> [Extracted information]
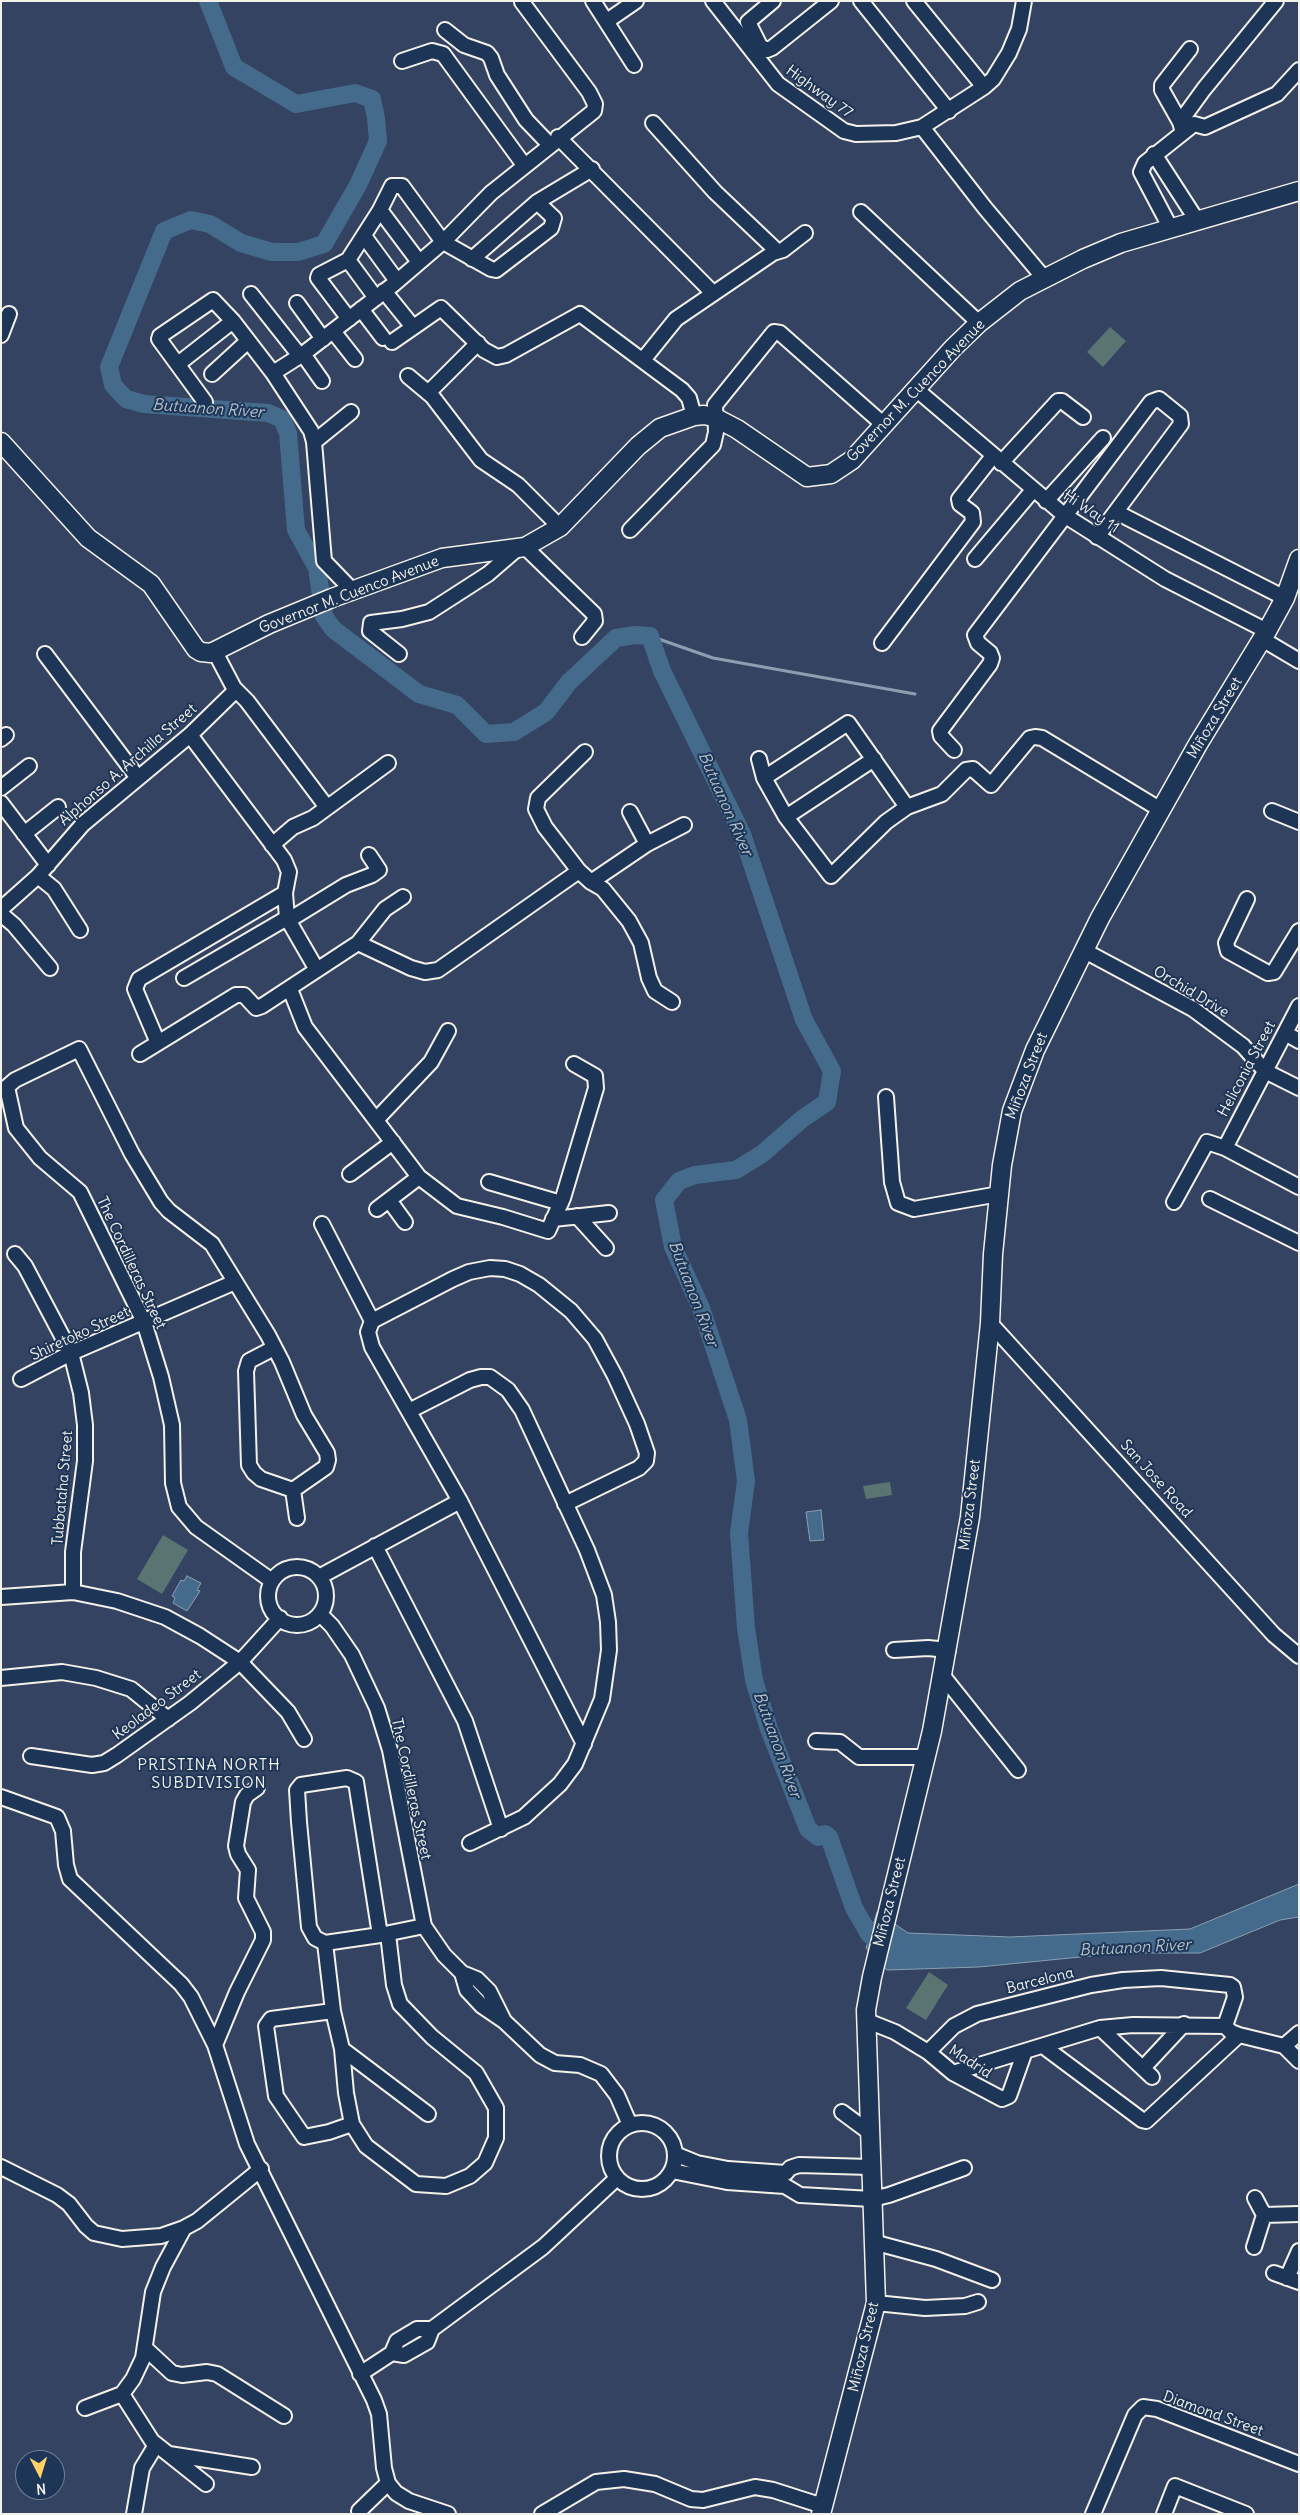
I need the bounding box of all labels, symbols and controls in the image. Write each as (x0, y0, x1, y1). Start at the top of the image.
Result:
street label: Highway 77 (782, 62, 856, 122)
street label: Governor M. Cuenco Avenue (843, 316, 989, 466)
water label: Butuanon River (152, 396, 264, 422)
street label: Hi Way 11 (1060, 487, 1122, 537)
street label: Governor M. Cuenco Avenue (256, 552, 442, 638)
street label: Miñoza Street (1184, 674, 1246, 762)
street label: Alphonso A. Archilla Street (55, 700, 201, 830)
water label: Butuanon River (694, 749, 756, 859)
street label: Orchid Drive (1150, 962, 1232, 1022)
street label: Heliconia Street (1214, 1018, 1280, 1120)
street label: Miñoza Street (1002, 1030, 1052, 1122)
street label: The Cordilleras Street (92, 1194, 170, 1332)
water label: Butuanon River (664, 1238, 722, 1350)
street label: Shiretoko Street (28, 1303, 132, 1365)
street label: Tubbataha Street (49, 1430, 77, 1546)
street label: San Jose Road (1116, 1436, 1196, 1522)
street label: Miñoza Street (955, 1458, 985, 1552)
street label: Keoladeo Street (109, 1666, 205, 1744)
water label: Butuanon River (749, 1689, 805, 1801)
street label: The Cordilleras Street (387, 1717, 435, 1861)
district label: PRISTINA NORTH SUBDIVISION (136, 1755, 282, 1793)
street label: Miñoza Street (870, 1855, 910, 1949)
water label: Butuanon River (1079, 1935, 1191, 1961)
street label: Barcelona (1004, 1964, 1076, 1998)
street label: Madrid (945, 2041, 995, 2083)
street label: Miñoza Street (845, 2300, 883, 2394)
street label: Diamond Street (1160, 2388, 1266, 2440)
north arrow (15, 2450, 65, 2500)
text: N (36, 2480, 47, 2498)

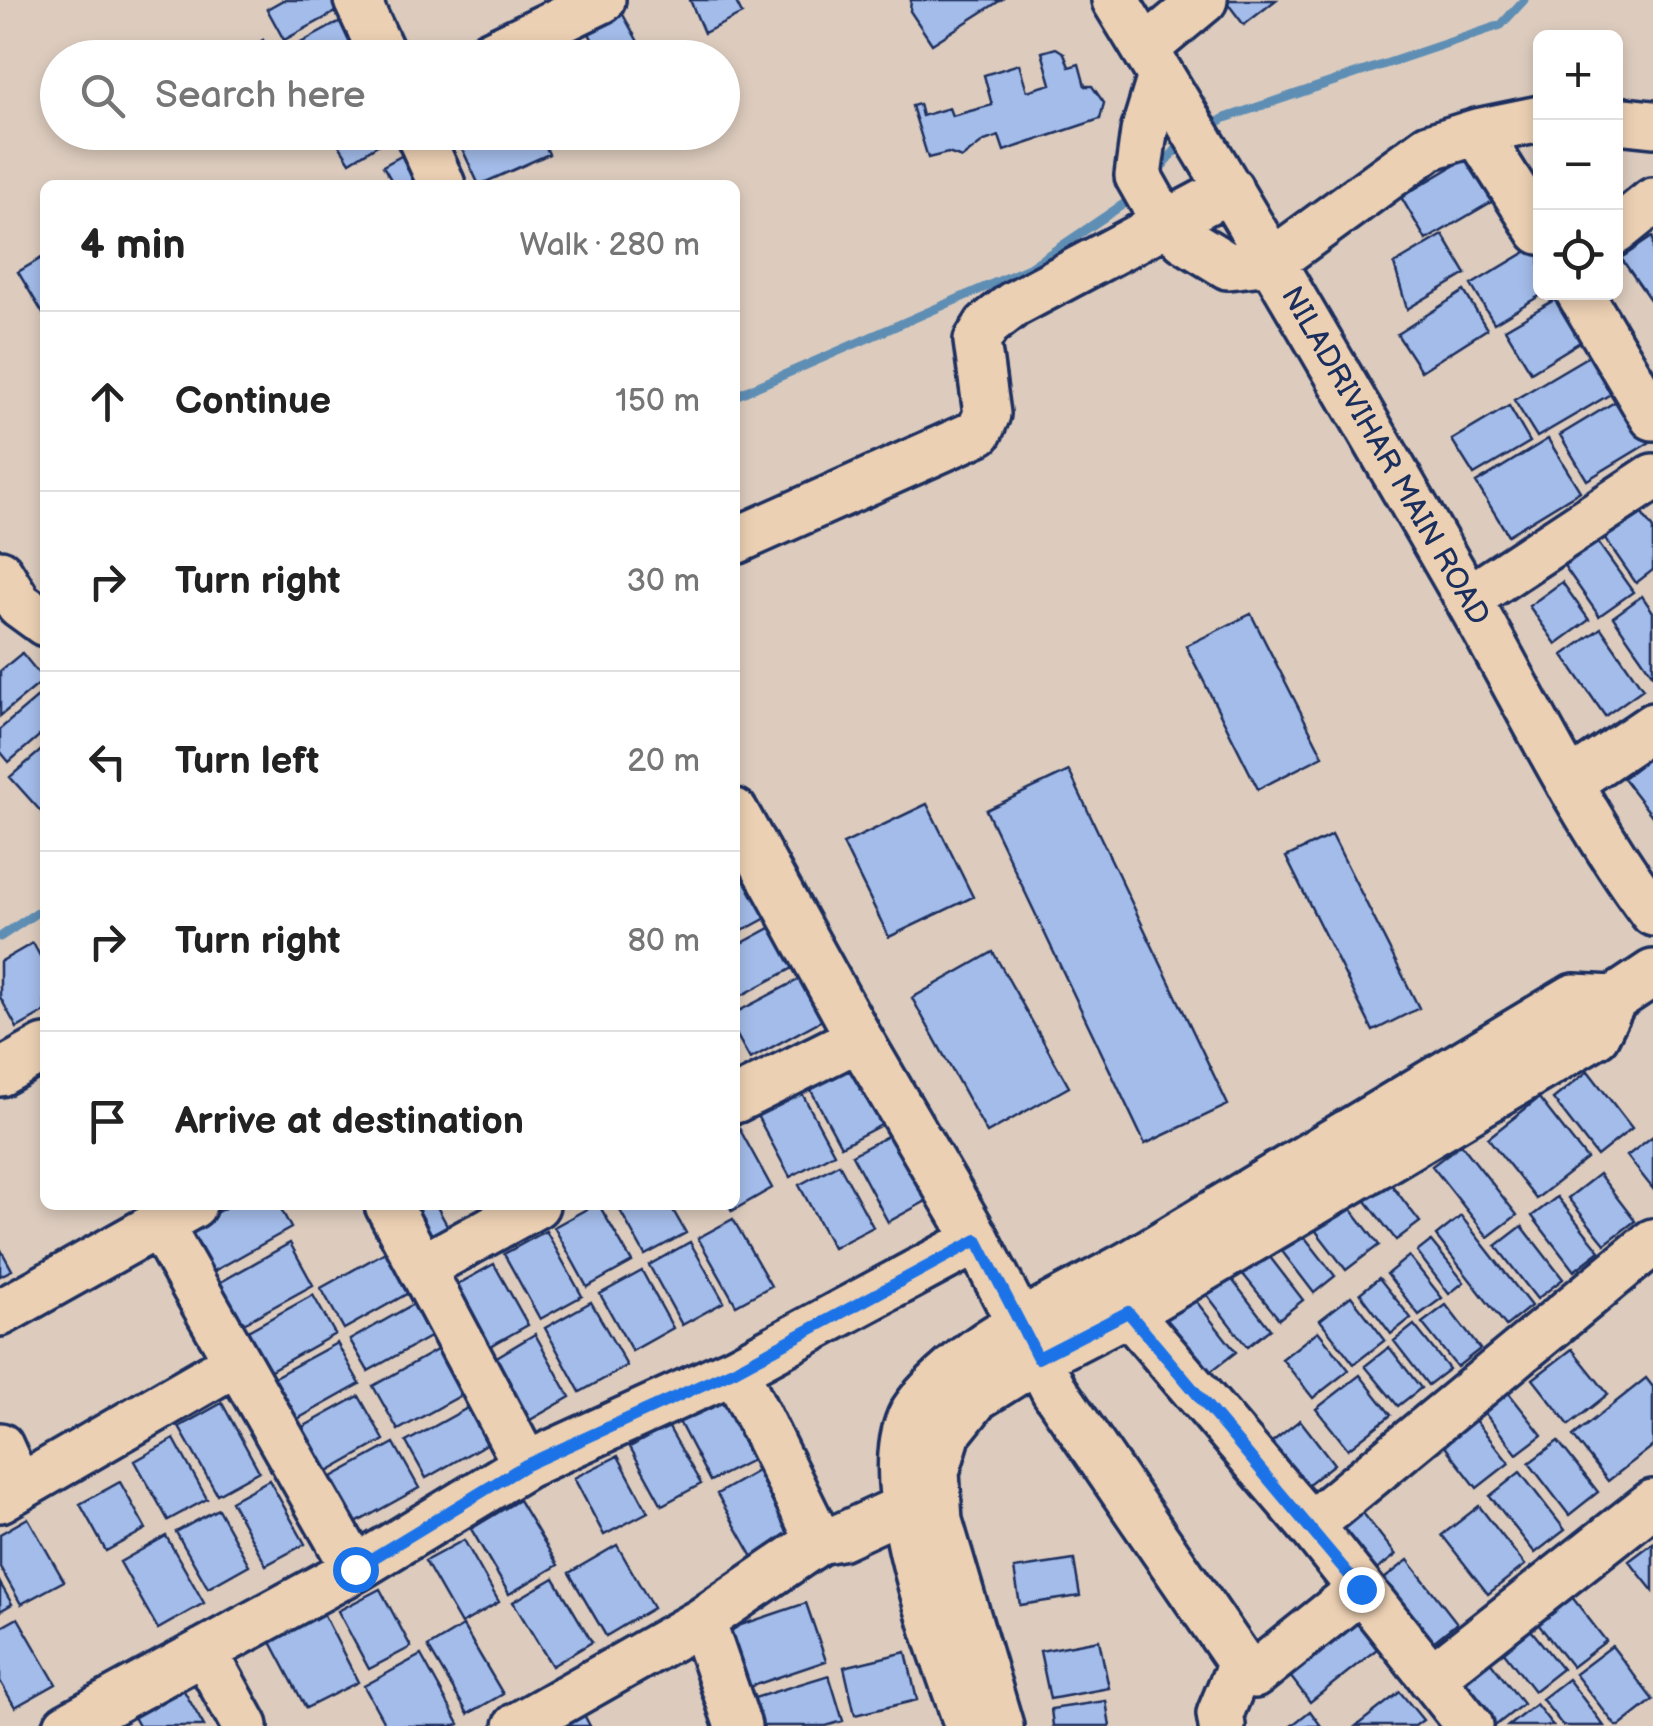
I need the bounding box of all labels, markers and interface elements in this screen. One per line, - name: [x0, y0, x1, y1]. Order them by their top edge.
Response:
- map controls: [1533, 30, 1623, 300]
- button: +: [1533, 30, 1623, 120]
- search box: [40, 40, 740, 150]
- icon: search: [75, 68, 130, 123]
- text: Search here: [155, 73, 366, 118]
- button: −: [1533, 120, 1623, 210]
- button: locate: [1533, 210, 1623, 300]
- text: 4 min: [80, 220, 186, 271]
- text: Walk · 280 m: [519, 226, 700, 265]
- street label: NILADRIVIHAR MAIN ROAD: [1273, 280, 1497, 632]
- icon: ahead: [80, 374, 135, 429]
- text: Continue: [175, 379, 331, 424]
- text: 150 m: [615, 382, 700, 421]
- icon: right: [80, 554, 135, 609]
- text: Turn right: [175, 559, 340, 604]
- text: 30 m: [626, 562, 700, 601]
- icon: left: [80, 734, 135, 789]
- text: Turn left: [175, 739, 319, 784]
- text: 20 m: [627, 742, 700, 781]
- icon: right: [80, 914, 135, 969]
- text: Turn right: [175, 919, 340, 964]
- text: 80 m: [627, 922, 700, 961]
- icon: arrive: [80, 1094, 135, 1149]
- text: Arrive at destination: [175, 1099, 524, 1144]
- route start: [333, 1547, 379, 1593]
- route end: [1339, 1567, 1385, 1613]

> [Activity] Count each line of the listing above that holds the string "left", and state that count without anything added.

> [Written answer] 2